Book Five: XXVI His Marriages

He was twice betrothed at an early age; firstly to Aemilia Lepida, great-granddaughter of Augustus, the engagement being broken off (c8AD) because of her parents’ disgrace, and the offence given to Augustus; and secondly to Livia Medullina, surnamed Camilla, descended from the ancient family of Camillus the dictator, though she died of illness on the very day that had been assigned for their wedding.

He subsequently married Plautia Urgulanilla whose father had been voted a triumph, but divorced her because of her scandalous behaviour, and suspicion of her involvement in murder. His second wife was an ex-consul’s daughter, Aelia Paetina, whom he also divorced, though on more trivial grounds.

He then married (c38AD) Valeria Messalina, the daughter of his cousin Valerius Messala Barbatus. But on learning that, among other vile and shameful actions, she had bigamously married Gaius Silius, and a formal contract had been signed in the presence of witnesses, he had her put to death (in 48AD), telling the assembled Praetorian Guard that since his marriages had turned out badly he would remain a widower, and if he failed to keep his word they might kill him!

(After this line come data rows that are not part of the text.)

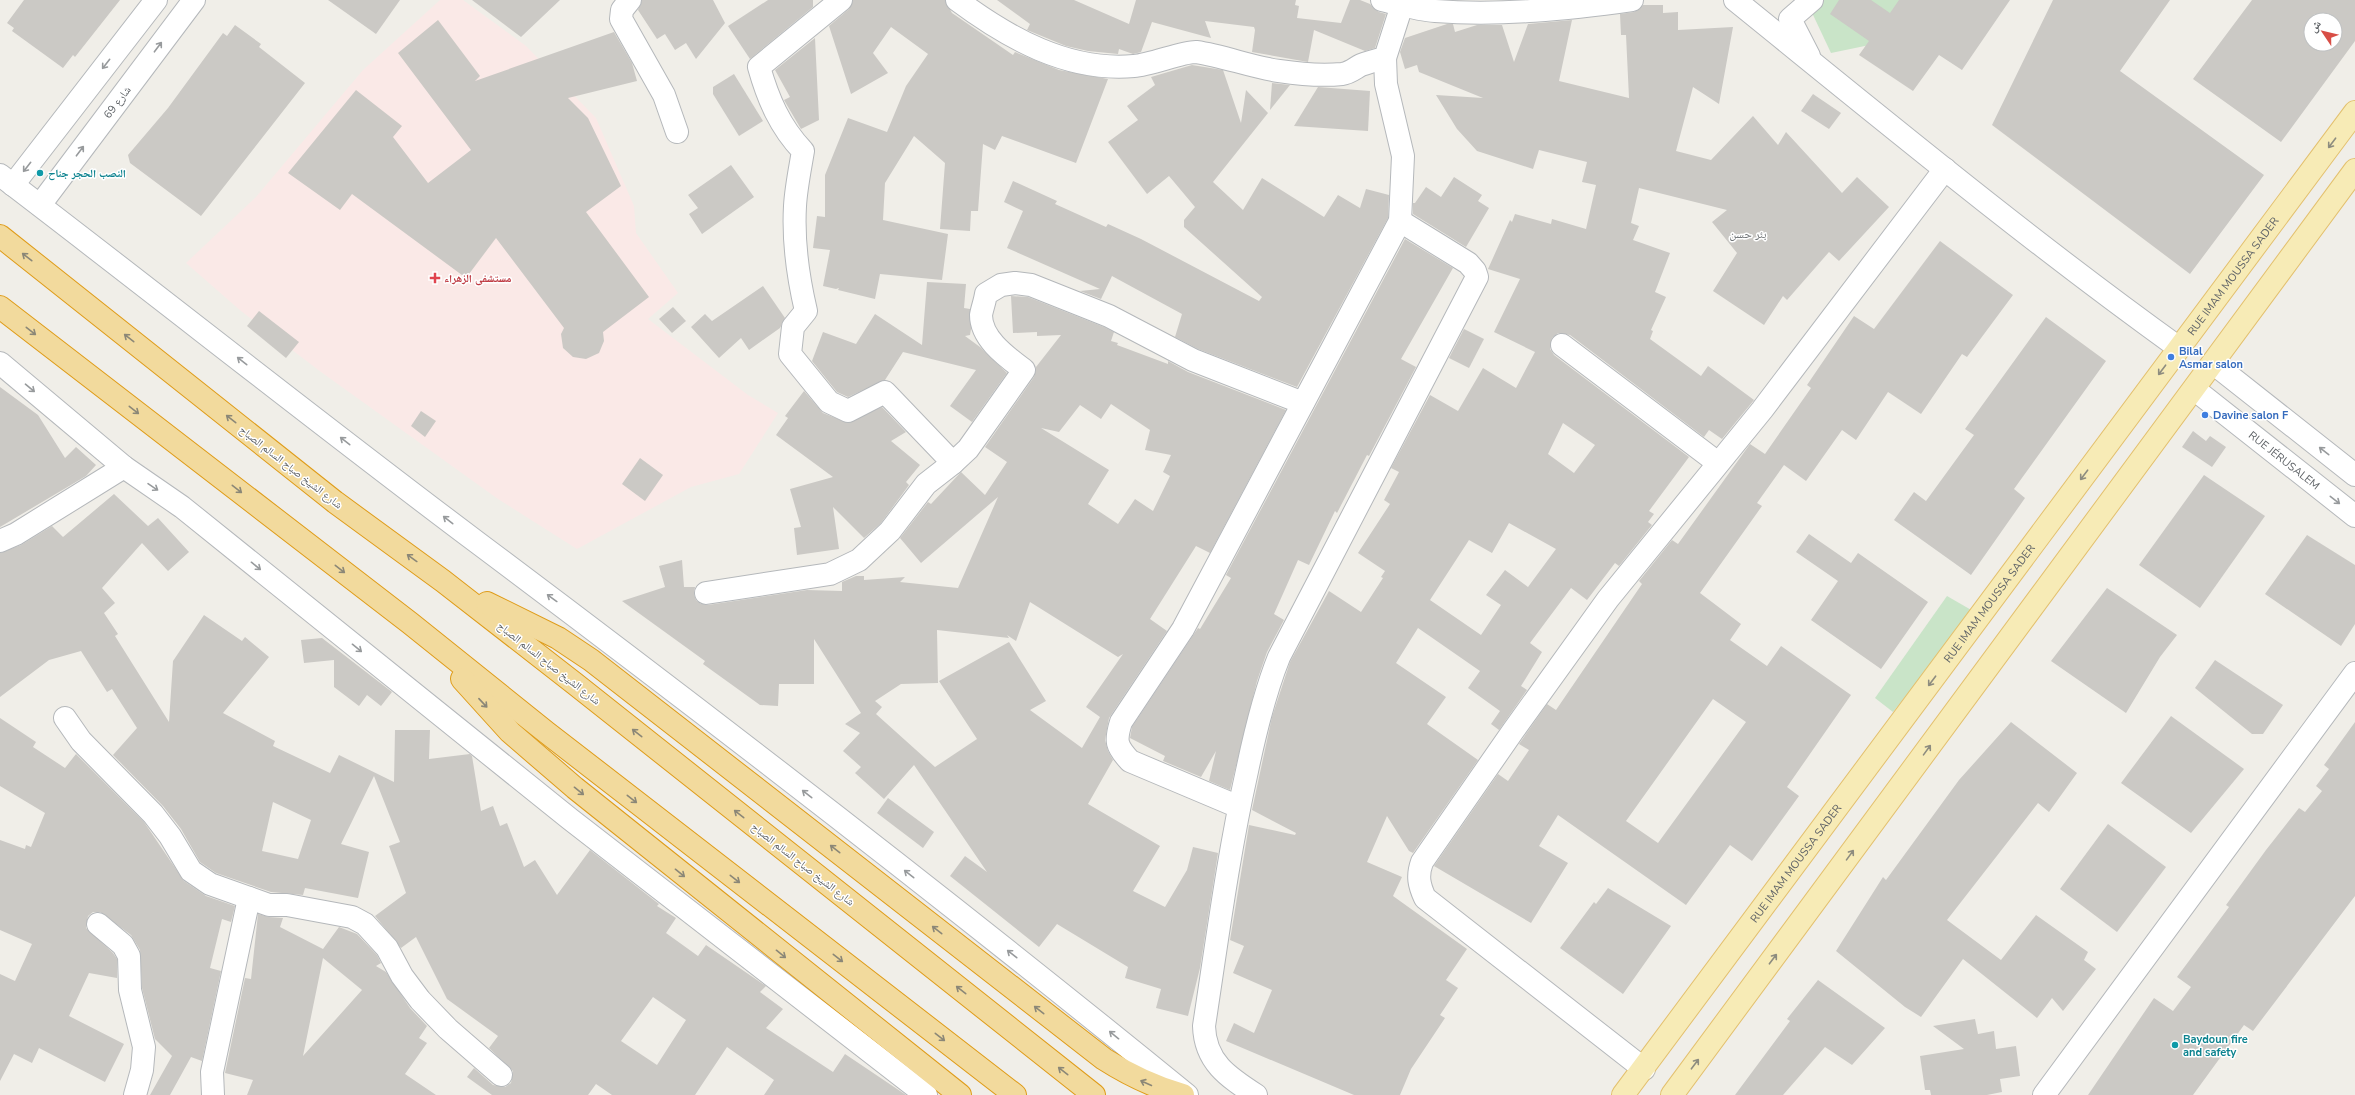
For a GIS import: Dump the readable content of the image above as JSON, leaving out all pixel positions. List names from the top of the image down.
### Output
{
  "streets": {
    "highway": ["شارع الشيخ صباح السالم الصباح"],
    "main road": ["RUE IMAM MOUSSA SADER"],
    "street": ["شارع 69", "RUE JÉRUSALEM"]
  },
  "districts": ["بئر حسن"],
  "places": {
    "other": [
      "النصب الحجر جناح",
      "Bilal Asmar salon",
      "Davine salon F",
      "Baydoun fire and safety"
    ],
    "health": ["مستشفى الزهراء"]
  },
  "north": "top left"
}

Nevertheless, he determined to marry again, even considering a re-marriage with Aelia Paetina whom he had divorced, or wedding Lollia Paulina, who had been Caligula’s wife (38AD). But it was Agrippina the Younger, his brother Germanicus’s daughter, who ensnared him, assisted by a niece’s privilege of exchanging kisses and endearments. At the next Senate meeting, he primed a group of Senators to propose that he ought to marry Agrippina, as it was in the public interest, and that such marriages between uncle and niece should from then on be regarded as lawful, and no longer incestuous. He married her (AD49) with barely a day’s delay, but only one freedman and one leading centurion married their respective nieces, to follow suit. Claudius himself, with Agrippina, attended the centurion’s wedding.

Book Five: XXVII His Children

Claudius had children by three of his four wives.

Urgulanilla bore him Drusus, and Claudia. Drusus died before he came of age, choked by a pear he had thrown in the air, in play, and caught in his mouth. This was only a few days after he had been betrothed to Sejanus’s daughter, so it puzzles me that some claim Sejanus was involved in his death. Claudia was really the daughter of his freedman, Boter, and though she was born within five months of Claudius’s divorce from her mother, and he had begun to rear her, he disowned her, and had her set down naked at her mother’s door.

By Aelia Paetina, Claudius had a daughter Claudia Antonia whom he gave in marriage to Gnaeus Pompeius Magnus, and later to Faustus Sulla, both men being of noble birth.

By Messalina, he had a daughter Octavia, whom he gave in marriage to his stepson Nero (in AD53) after she had previously been betrothed to Silanus; and a son Germanicus, later named Britannicus who was born on the twenty second day of his reign, in his second consulship. Claudius would often take little Britannicus in his arms, and holding him on his lap or at arm’s length, commend him with auspicious gestures, to the troops, or the spectators at the Games, to great acclaim. Of his three sons-in-law, Claudius adopted only Nero. He not only declined to adopt Pompeius and Silanus, but ultimately was responsible for having them put to death.

Book Five: XXVIII His Freedmen

Among Claudius’s freedmen, he had particular regard for Posides the eunuch, whom he awarded the headless spear at his British triumph, alongside those who had fought. He was as fond of Felix, whom he placed in charge of infantry cohorts and cavalry squadrons, and made Procurator of Judaea. Felix was three times married to royalty. There was Harpocras, also, who was granted the privilege of riding through the City in a litter, and mounting public entertainments.

Higher still was his regard for Polybius, his literary researcher, who was often allowed to take his place in procession between the two consuls.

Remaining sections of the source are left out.